DHS Investigates 24 Potentially Lethal IoT Medical Devices

An anonymous reader writes: In the wake of the U.S. Food and Drug Administration's recent recommendations to strengthen security on net-connected medical devices, the Department of Homeland Security is launching an investigation into 24 cases of potential cybersecurity vulnerabilities in hospital equipment and personal medical devices. Independent security researcher Billy Rios submitted proof-of-concept evidence to the FDA indicating that it would be possible for a hacker to force infusion pumps to fatally overdose a patient. Though the complete range of devices under investigation has not been disclosed, it is reported that one of them is an "implantable heart device." William Maisel, chief scientist at the FDA's Center for Devices and Radiological Health, said, "The conventional wisdom in the past was that products only had to be protected from unintentional threats. Now they also have to be protected from intentional threats too."

Re:Well ... duh!

[gstoddart]

You don't have to harden your internet connected refrigerator against malicious attacks. Why? Because when you ask "what could possibly go wrong?" the answer is your food will spoil, and you will have to throw it out. It's not like spoiled food is not instantly recognizable.

See, anything which would allow a remote attacker to destroy your property and cause you to spend money is an indication than in internet enabled fridge is either a really stupid idea, or that it needs to be hardened.

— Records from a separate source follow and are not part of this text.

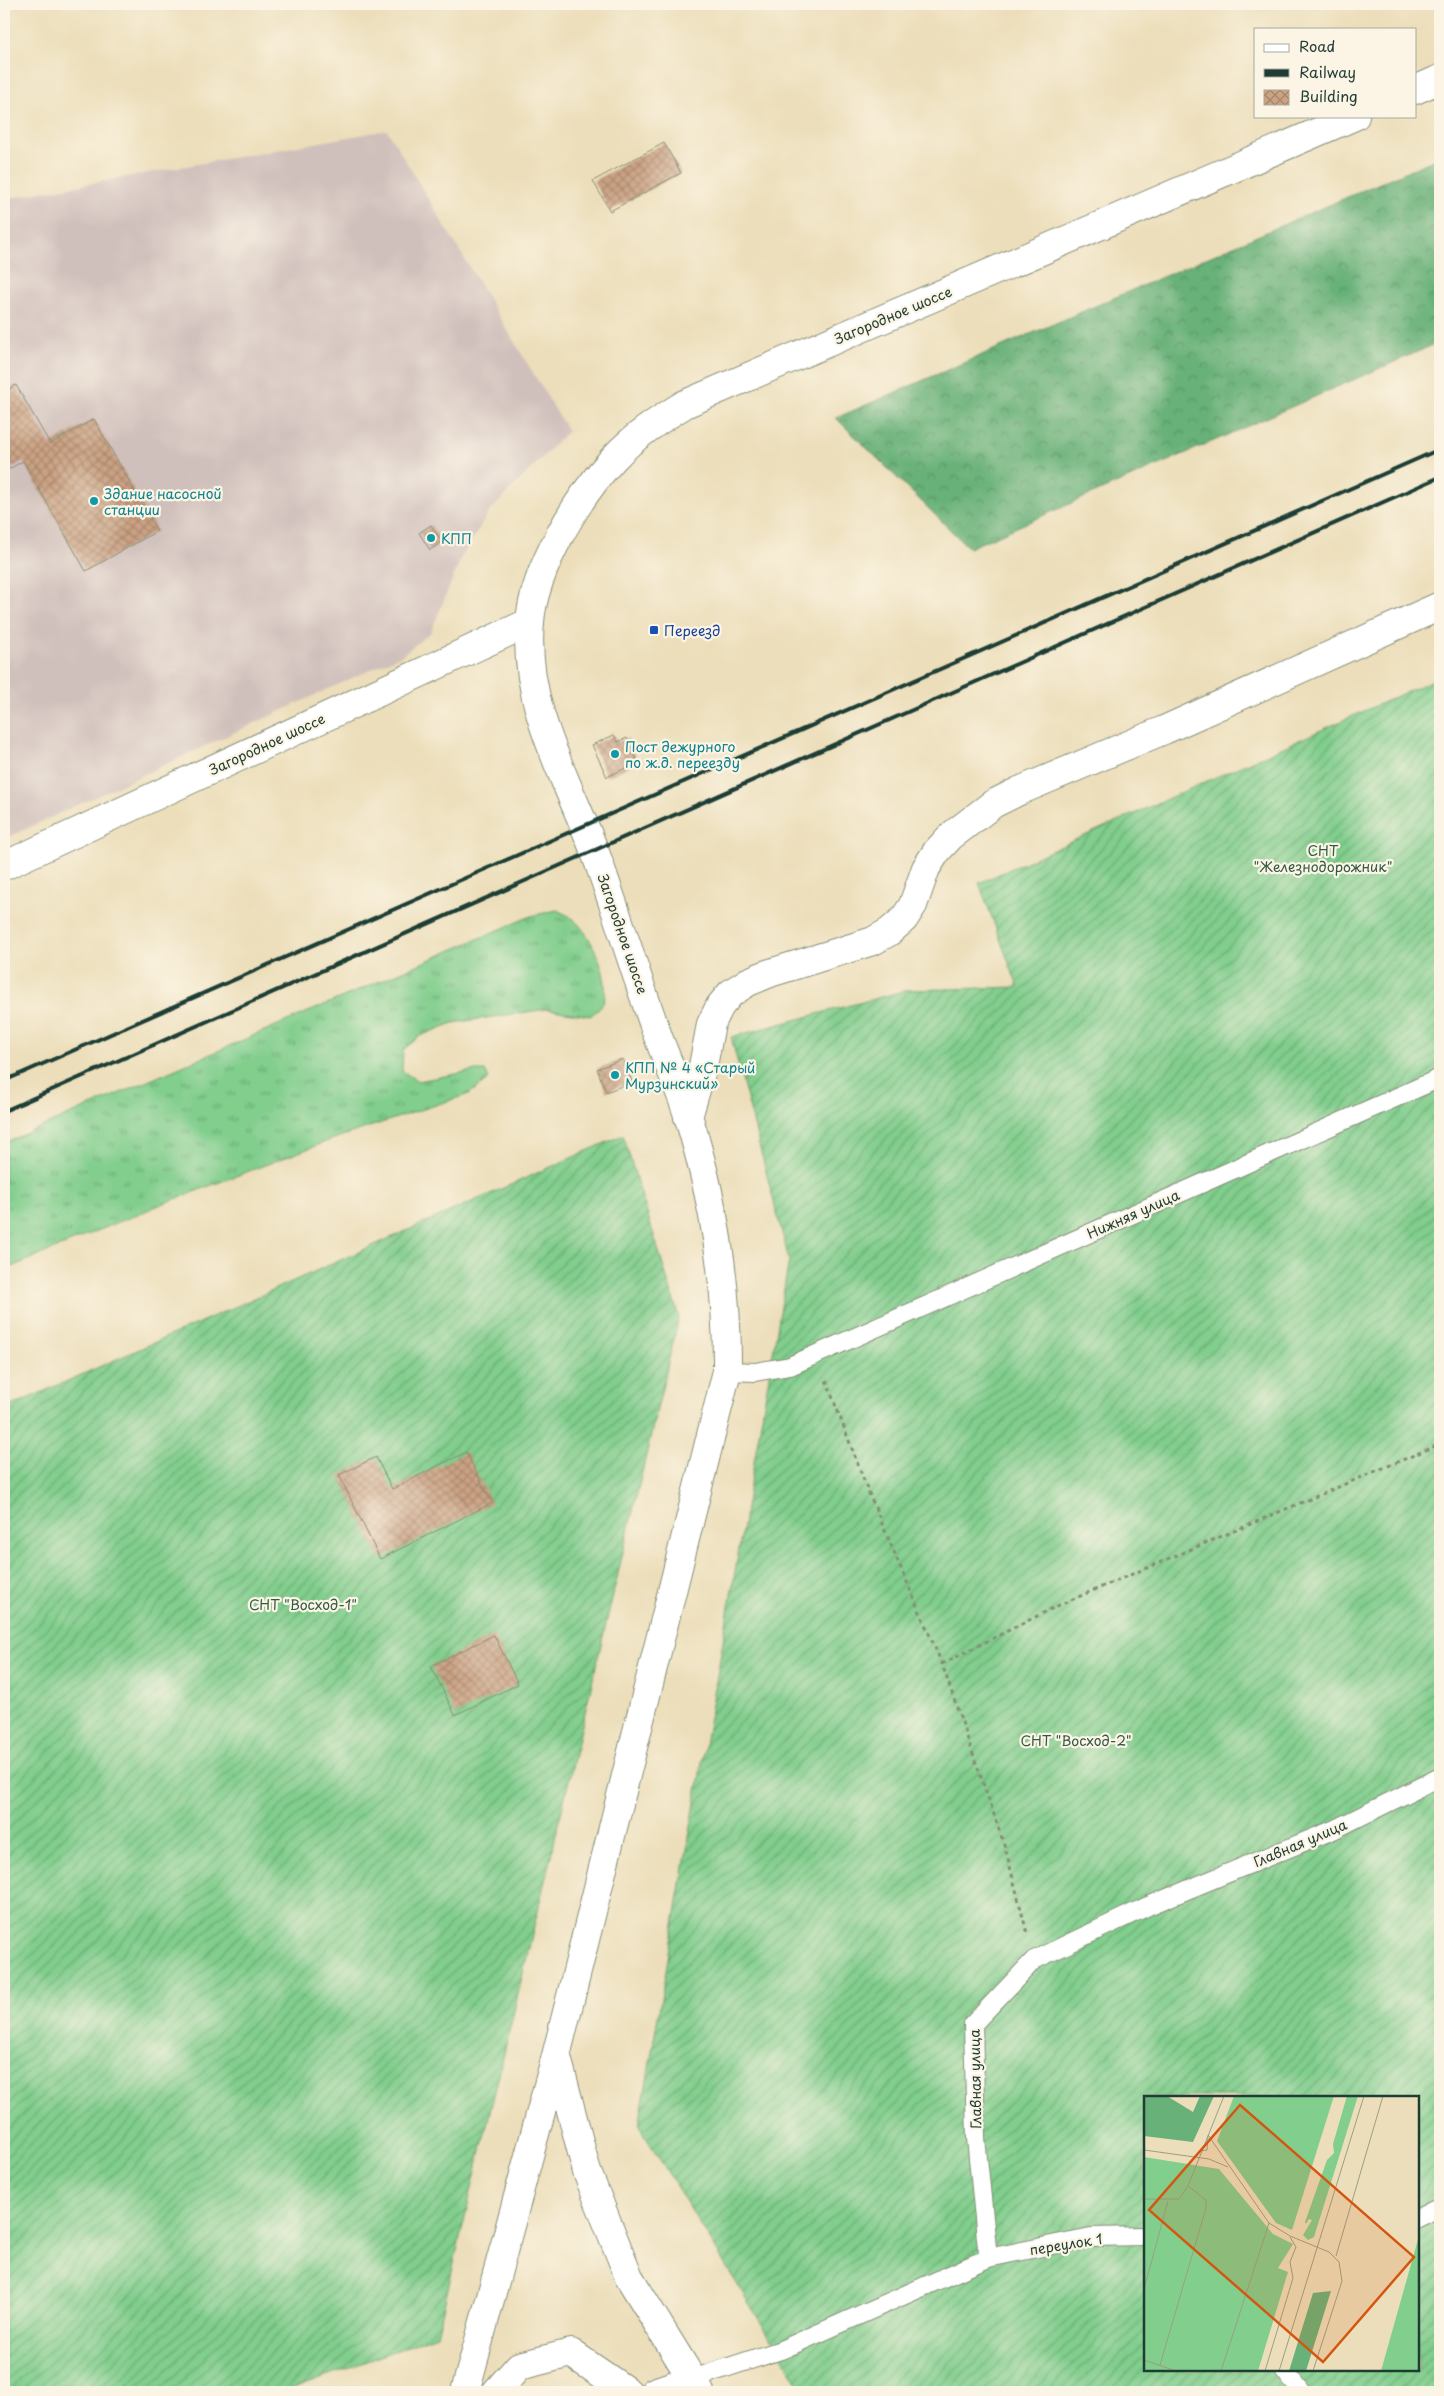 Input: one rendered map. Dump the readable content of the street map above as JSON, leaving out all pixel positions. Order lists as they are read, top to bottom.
{
  "streets": {
    "street": ["Загородное шоссе"],
    "lane": ["Нижняя улица", "Главная улица", "переулок 1"]
  },
  "crossings": [
    ["Загородное шоссе", "Нижняя улица"],
    ["Главная улица", "переулок 1"]
  ],
  "parks": ["СНТ \"Железнодорожник\"", "СНТ \"Восход-1\"", "СНТ \"Восход-2\""],
  "places": {
    "other": [
      "Здание насосной станции",
      "КПП",
      "Пост дежурного по ж.д. переезду",
      "КПП № 4 «Старый Мурзинский»"
    ],
    "transit": ["Переезд"]
  },
  "legend": ["Road", "Railway", "Building"]
}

So, other than some moronic social experiment of "information wants to be free so if you see what's in my fridge what's the harm" ... what the hell would I want one for? What benefit does it give me? It's just another stupid, insecure application which wants to tie into a smart phone so I can feel all hip and cool.

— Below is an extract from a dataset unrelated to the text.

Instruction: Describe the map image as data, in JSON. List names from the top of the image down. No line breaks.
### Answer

If some asshole hacking my fridge and spoiling my food (or, possibly my medication) is the price of having an internet connected fridge ... then why would I even consider owning one? What is the upside here for me?

You sound like you're willing to give manufacturers of fridges some kind of free pass to be incompetent/indifferent to security. I'm saying any manufacturer which is either of those two things doesn't deserve to get my money.

The same goes for my thermostat. And my lights. And my stove. And my freezer. If you're not taking security seriously, I'm not taking your fscking product seriously.

So, if the internet of things is predicated on terrible security, or being indifferent to it altogether ... then the internet of things is a bad joke doomed to failure. And, of course, things which are that bad at security make additional risks for other things.

If I have to firewall my fridge to make it useful, I won't connect it to the internet at all. If it pokes holes in my security and provides an access point to attack other things ... then I really don't want it.

To me there is no scenario in which I'm willing to accept companies being too damned lazy to care about security. Because that pretty much makes the devices not trustworthy from the start.

this has been a problem fro quite some time.

[nimbius]

in neonatal units for example, nearly everything is wireless and unencrypted. Its why visitors and parents are frequently told to shut off cellphones as no ones entirely certain the devices wont interfere with heart rate monitors or life support systems. Its theoretically possible to create a denial of service condition in a hospital where a nurses station for an entire floor suddenly sees life-threatening conditions for every patient, or receives a nurse request page for every patient. Injection attacks can also result in patients that are dead for hours but reported as still alive.